Different chemistries have been designed to turn curly hair straight, but in all cases questions remain about their safety, finds Rachel Brazil
Consumer groups are concerned about recent epidemiological studies showing correlations between use of hair relaxers and a higher risk of both breast and uterine cancer. The cosmetics industry insists their products are safe, and all chemical ingredients undergo rigorous testing, but in the US litigation is now under way to try and prove otherwise.
The chemical key to the traditional relaxing processes is breaking disulfide bonds in hair. Hair is made from layers of the protein keratin, with an outer protective fish scale-like cuticle, surrounding an inner cortex of keratin filaments, which are held together by disulfide bridges between cysteine amino acids.

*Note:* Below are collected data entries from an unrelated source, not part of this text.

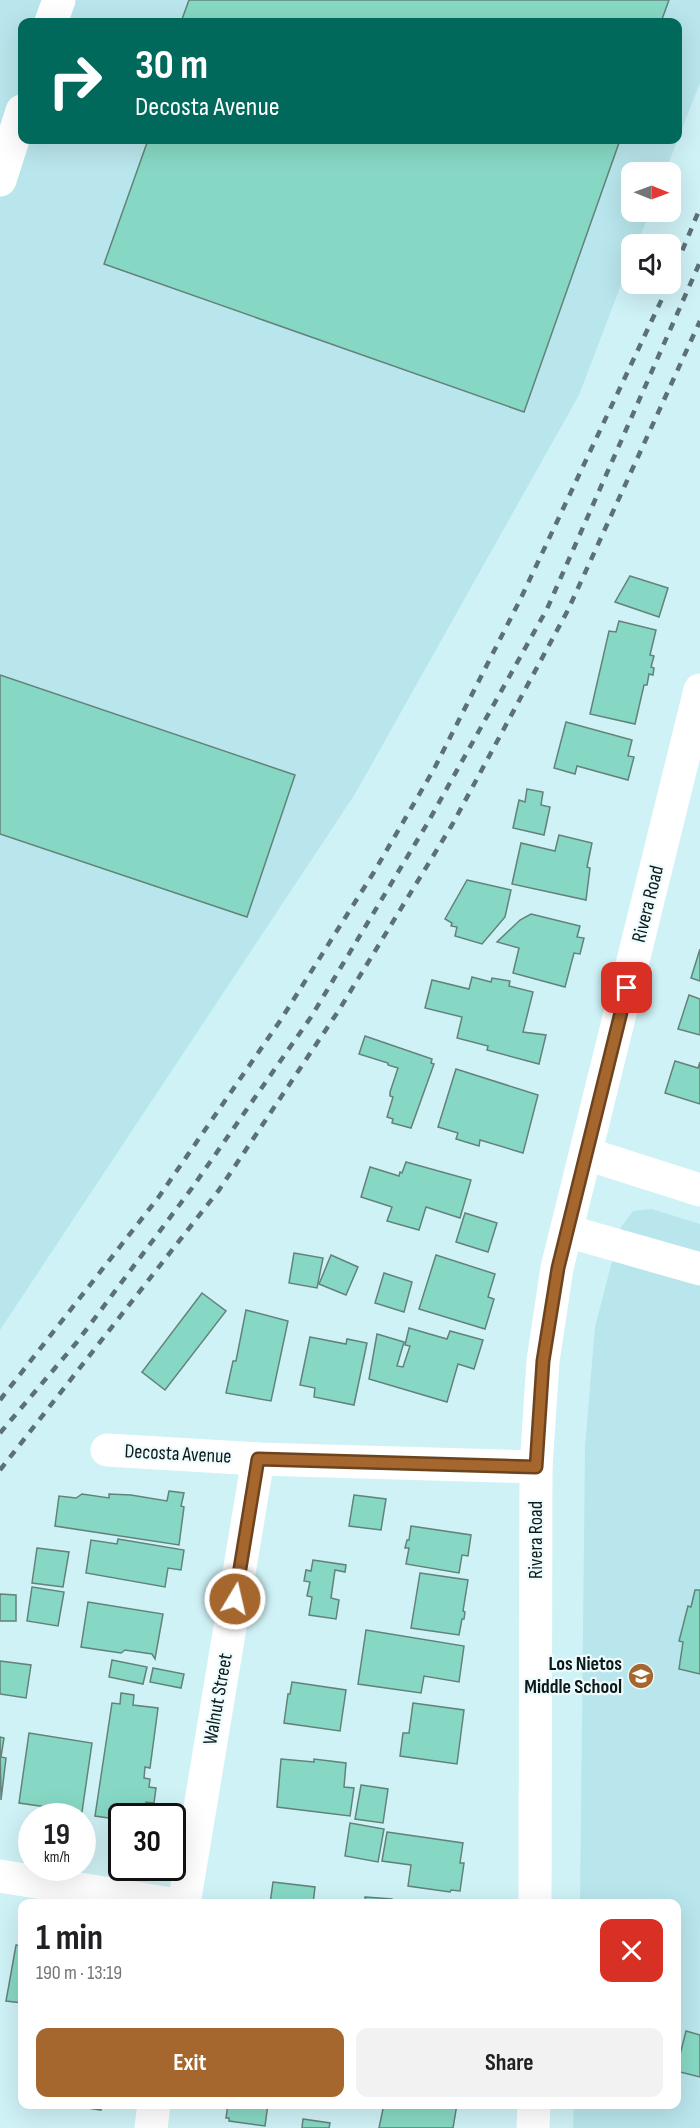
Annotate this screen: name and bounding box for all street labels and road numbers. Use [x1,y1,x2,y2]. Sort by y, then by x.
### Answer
street label: Rivera Road [627,863,669,945]
street label: Decosta Avenue [124,1439,232,1469]
street label: Rivera Road [524,1501,548,1579]
street label: Walnut Street [198,1651,238,1747]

Breaking those bonds to permanently straighten hair needs a high pH, achieved using sodium hydroxide, which in the first relaxers was carried in an emulsion of water, petroleum jelly, mineral oil and emulsifiers. Straightener kits commonly containing up to 2.5% sodium hydroxide – with a pH of about 13. The hydroxide ions swell the cuticle to reach the cortex, where they break disulfide bonds, leading to a new bond between a cysteine residue and a dehydrated serine residue known as a lanthionate – and the process itself known as lanthionisation. After drying, heating and neutralising, the hair will be straight.